Cash flows only when actual payments are received
or mades. Sales may not be regarded as cash because a sales may be incurred but payment may not be made for 30 days. In addition, not all bills are paid immediately. On the other hand, cash payments to reduce the principal on loan do not constitute a business expense but do constitute a reduction of cash. Also, depreciation on capital assets is an expense, which reduces profits, not a cash outlay. PRO FORMA BALANCE SHEET The entrepreneur should also prepare a projected balance sheet depicting the condition of the business at the end of the first year. The balance sheet will require the use of pro forma income and cash flow statements to help justify some of the figures. The pro forma balance sheet reflects the position of the business at the end of the first year. It summarizes the assets, liabilities, and net worth of the entrepreneurs. Table 10.7 depicts the balance sheet for MPPI Plastics. As can be seen, the total assets equal the sum of the liabilities and owners’ equity. Assets • These represents everything of value that is owned by the business. Value is not necessarily meant to imply the cost of replacement or what its market value would be but is the actual cost or amount expended for the asset. The assets are categorized as current or fixed.
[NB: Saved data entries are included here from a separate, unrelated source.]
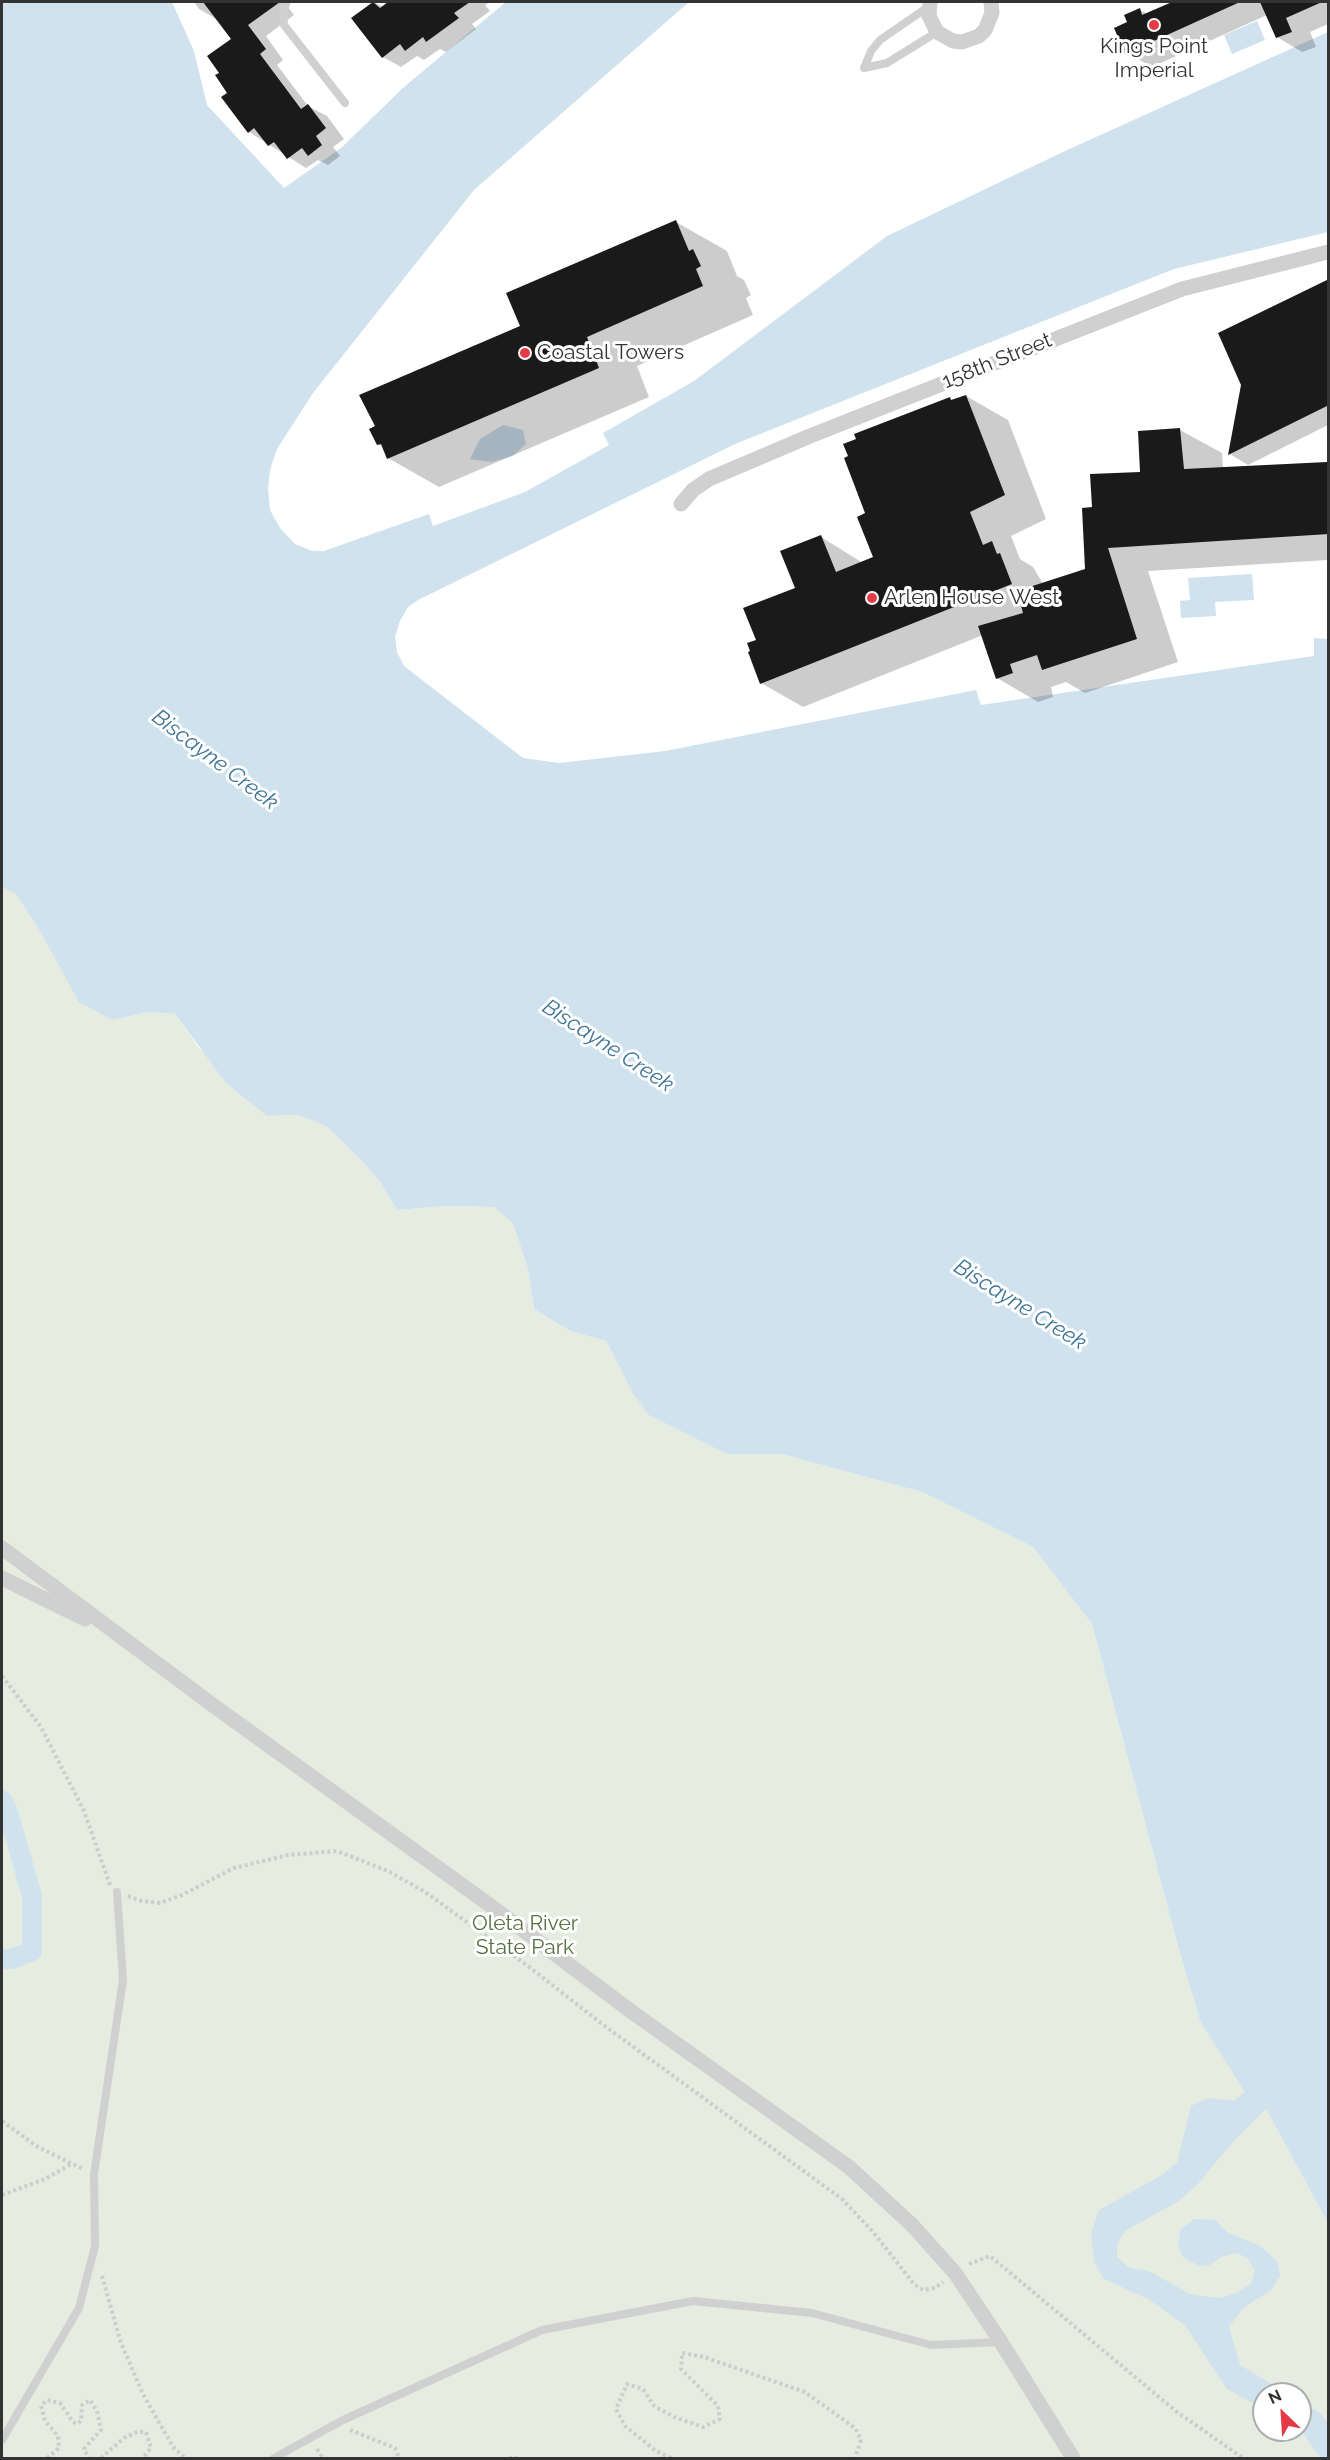 <!DOCTYPE html>
<style>
body{margin:0}
#map{position:relative;width:1330px;height:2460px;overflow:hidden;background:#fff;font-family:Raleway,sans-serif}
canvas{display:block}
.frame{position:absolute;inset:0;border:3px solid #333;pointer-events:none}
.north{position:absolute;left:1252px;top:2382px;width:60px;height:60px;box-sizing:border-box;background:#fff;border:2px solid #adadad;border-radius:50%;rotate:335deg;font-size:16px;font-weight:700;line-height:24px;text-align:center;color:#333}
.north::after{content:'';display:block;margin:auto;width:21px;height:27px;background:#e63946;clip-path:polygon(50% 0,100% 100%,50% 72%,0 100%)}
</style>
<div id="map">
<canvas width="1330" height="2460"></canvas>
<div class="frame"></div>
<div class="north">N</div>
</div>
<script>
const ctx = document.querySelector('canvas').getContext('2d');
ctx.lineJoin = 'round';
function fillPath(path, color) { ctx.fillStyle = color; ctx.fill(path, 'evenodd'); }
const poly = rows => new Path2D(rows.map(r => 'M' + r).join(''));
function trace(path, color, width, dash) { ctx.strokeStyle = color; ctx.lineWidth = width; ctx.lineCap = dash ? 'butt' : 'round'; ctx.setLineDash(dash || []); ctx.stroke(path); }
function write(font, color, halo, rows, align = 'center') {
  ctx.font = font + ' Raleway,sans-serif'; ctx.lineWidth = 6; ctx.setLineDash([]); ctx.textBaseline = 'middle'; ctx.strokeStyle = halo; ctx.fillStyle = color; for (const [text, x, y, turn = 0] of rows) {
    ctx.save(); ctx.translate(x, y); ctx.rotate((+turn || 0) * Math.PI / 180); ctx.textAlign = isNaN(turn) ? turn : align; if (halo) ctx.strokeText(text, 0, 0); ctx.fillText(text, 0, 0); ctx.restore();
  }
}
const green = poly([
 [2,887,16,894,41,933,113,1020,148,1012,175,1014,199,1048,267,1116,298,1115,326,1126,361,1160,380,1182,397,1210,445,1206,494,1207,513,1222,528,1269,534,1309,570,1331,606,1341,632,1392,727,1454,781,1454,922,1492,1033,1547,1092,1624,1178,1946,1200,2021,1266,2109,1328,2223,1328,2458,2,2458],
 [1264,2394,1300,2394,1300,2430,1264,2430]
]);
const water = poly([
 [2,2,172,2,194,51,207,105,284,188,341,148,404,87,506,2,689,2,474,190,313,393,277,449,270,470,268,489,270,510,280,528,295,544,312,551,324,551,429,514,433,526,525,492,609,445,603,433,694,381,887,236,1065,151,1328,32,1328,232,1174,269,735,444,418,600,408,607,400,621,395,637,397,652,404,666,523,758,559,763,665,751,976,690,981,705,1314,656,1314,638,1328,639,1328,2223,1266,2109,1231,2144,1197,2185,1177,2202,1125,2231,1117,2244,1117,2257,1129,2268,1149,2271,1190,2294,1209,2297,1221,2298,1236,2293,1251,2284,1255,2270,1247,2258,1237,2253,1221,2257,1210,2265,1199,2266,1183,2257,1178,2247,1180,2230,1194,2219,1215,2220,1227,2232,1260,2246,1277,2261,1280,2276,1272,2289,1242,2309,1229,2327,1240,2365,1288,2394,1264,2394,1264,2409,1227,2389,1185,2325,1148,2299,1104,2279,1094,2262,1091,2234,1099,2210,1162,2175,1177,2163,1191,2106,1209,2098,1234,2101,1245,2092,1200,2021,1178,1946,1092,1624,1033,1547,922,1492,781,1454,727,1454,649,1415,632,1392,606,1341,570,1331,534,1309,528,1269,513,1223,494,1207,445,1206,397,1210,380,1182,361,1160,326,1126,298,1115,267,1116,226,1083,175,1014,148,1012,113,1020,79,1002,41,933,16,894,2,887],
 [1257,21,1265,40,1232,54,1224,35],
 [503,425,523,430,526,444,513,456,491,462,470,459,480,439],
 [1252,574,1254,600,1215,602,1216,616,1181,618,1180,601,1190,600,1188,578],
 [1300,2401,1320,2413,1328,2423,1328,2458,1321,2458,1300,2429]
]);
const shadow = poly([
 [194,2,284,2,294,15,266,36,283,60,277,65,308,106,327,116,344,139,333,147,340,156,328,165,318,160,306,168,249,132,221,73,233,39,218,20,199,9],
 [374,2,383,7,391,2,490,2,485,5,490,11,472,24,476,29,446,52,440,49,424,60,417,56,401,67,383,57,353,19],
 [1176,2,1328,2,1328,24,1310,32,1316,47,1302,52,1277,37,1267,15,1152,67,1127,53,1129,23,1140,10,1147,14],
 [676,222,727,251,737,276,744,280,751,295,746,298,753,315,637,366,649,397,439,487,388,458,384,447,378,444,522,327],
 [1328,281,1328,425,1248,465,1230,454,1242,385],
 [966,396,1008,420,1046,519,1011,536,1020,559,1033,567,1043,584,1087,570,1093,509,1142,473,1180,430,1222,453,1223,469,1328,464,1328,560,1148,571,1178,662,1085,693,1066,682,1051,687,1053,697,1038,702,997,678,983,635,803,707,761,683,758,640,797,589,821,537,863,563,875,558,867,514,950,399,953,401]
]);
const canal = poly([
 [2,1800,8,1812,32,1896,32,1951,12,1959,2,1959]
]);
const building = poly([
 [203,2,280,2,248,25,266,49,260,54,301,109,308,104,326,128,316,136,322,145,308,156,302,148,287,159,274,142,268,146,254,128,248,133,221,97,227,93,215,75,219,73,207,56,231,39],
 [373,2,380,8,388,2,470,2,454,13,459,18,426,42,423,37,405,51,400,44,382,58,351,18],
 [1172,2,1240,2,1125,54,1114,28,1127,22,1124,15,1140,8,1142,15],
 [1260,2,1322,2,1286,18,1292,32,1276,38],
 [676,220,689,251,693,249,701,266,696,269,703,286,587,337,599,368,387,459,381,444,377,445,369,429,375,426,359,395,520,326,506,293],
 [1329,279,1329,405,1228,455,1241,385,1218,333],
 [966,395,1005,495,970,512,983,545,992,541,997,554,1000,553,1012,584,760,684,748,652,750,651,747,643,756,640,743,608,795,588,780,551,821,535,836,572,873,557,857,517,865,513,844,458,848,456,843,444,856,439,854,434,950,397,951,400],
 [1180,428,1184,469,1327,462,1329,534,1108,548,1137,639,1042,670,1037,655,1010,664,1013,673,996,679,978,626,1023,613,1017,591,1085,569,1082,508,1092,507,1090,474,1140,472,1138,431]
]);
const path = poly([
 [2,1676,41,1727,84,1811,110,1885],
 [128,1896,142,1901,160,1903,182,1895,234,1868,288,1855,337,1851,388,1871,425,1892,528,1966,602,2024,842,2199,873,2232,914,2284,923,2290,935,2288,943,2282],
 [2,2121,38,2147,83,2169],
 [2,2195,45,2179,71,2164],
 [969,2264,990,2256,1177,2412,1243,2458],
 [102,2276,121,2343,143,2394,173,2447,185,2458],
 [350,2430,395,2448,399,2458],
 [317,2449,323,2458],
 [47,2458,59,2448,58,2436,45,2421,41,2406,47,2400,60,2403,73,2422,77,2424,81,2421,82,2405,90,2400,97,2411,101,2430,84,2449,89,2458],
 [101,2458,124,2438,137,2432,146,2432,151,2448,143,2458],
 [509,2458,520,2458],
 [671,2458,656,2451,625,2426,616,2409,627,2384,643,2389,654,2406,674,2417,703,2427,720,2419,718,2406,681,2369,682,2353,704,2357,805,2392,855,2428,861,2440,855,2458]
]);
const service = poly([
 [287,2,283,11,284,25,345,103],
 [928,7,880,40,871,51,864,68,887,63,937,32],
 [2,2440,79,2308,95,2246,94,2174,123,1980,117,1892],
 [274,2458,343,2420,542,2330,693,2301,812,2313,931,2345,1000,2342]
]);
const minor = poly([
 [930,2,929,16,937,32,953,41,962,42,979,36,985,30,992,13,991,2],
 [681,504,693,490,709,479,810,436,1182,289,1328,252],
 [2,1548,214,1706,491,1906,632,2012,849,2167,912,2225,955,2273,1001,2342,1073,2458],
 [2,1578,85,1619]
]);
const markers = [
 [1154,25,6,"#e63946"],
 [525,353,6,"#e63946"],
 [872,598,6,"#e63946"]
];
const poiNames = [
 ["Kings Point",1154,47,"center"],
 ["Imperial",1154,71,"center"],
 ["Coastal Towers",537,353],
 ["Arlen House West",884,598]
];
const streetNames = [
 ["158th Street",997,361,-22]
];
const parkNames = [
 ["Oleta River",525,1924],
 ["State Park",525,1948]
];
const waterNames = [
 ["Biscayne Creek",215,760,37],
 ["Biscayne Creek",608,1046,33],
 ["Biscayne Creek",1020,1305,32]
];
fillPath(green, '#e6ecdf');
fillPath(water, '#cfe2ee');
fillPath(shadow, '#0003');
trace(canal, '#cfe2ee', 20);
fillPath(building, '#1a1a1a');
trace(path, '#cdcdcd', 4, [3, 3]);
trace(service, '#d0d0d0', 8);
trace(minor, '#d0d0d0', 15);
for (const [x, y, r, color] of markers) { const dot = new Path2D(); dot.arc(x, y, r, 0, 2 * Math.PI); ctx.fillStyle = color; ctx.fill(dot); trace(dot, '#fff', 2); }
write('21px', '#333', '#fff', poiNames, 'left');
write('21px', '#333', '#fff', streetNames);
write('21px', '#56703f', '#fff', parkNames);
write('italic 22px', '#3f7597', '#fff', waterNames);
</script>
Current assets include cash and anything else that is
expected to be converted into cash or consumed in the operation of the business during a period of one year or less.
Fixed assets are those that are tangible and will be
used over a long period of time. Liabilities • These accounts represent everything owed to creditors. Some of these amounts may be due within a year (current liabilities), and others may be long term debts. Owner equity • This amount represents the excess of all the assets over all liabilities. It represents the net worth of the business. Any profit from the business will also be included in the net worth as retained earnings. BREAK EVEN ANALYSIS In the initial stages of the new venture, it is helpful for the entrepreneur to know when a profit may be achieved. This will provide further insight into financial potential for the start-up business. Break-even analysis is a useful technique for determining. How many units must be sold or how much sales volume must be achieved to break even.
The break-even sales point indicates to the entrepreneur.
The volume of sales needed to cover total variable and fixed expenses. Sales in excess of the break-even point will result in a profit as long as the selling price remains above the cost necessary to produce each unit (variable cost). PRO FORMA SOURCES and APPLICATION OF FUNDS The pro forma sources and applications of funds statement illustrate the disposition of earnings form operation and form other financing. Its purpose is to show how net income and financing were used to increase assets or to pay off debt. It is often difficult for the entrepreneur to understand how the net income for the year was disposed of and the effect of the movement of cash through the business.
Questions often asked are, Where did the cash
come from? How was the cash used? and What happened to asset items during the period?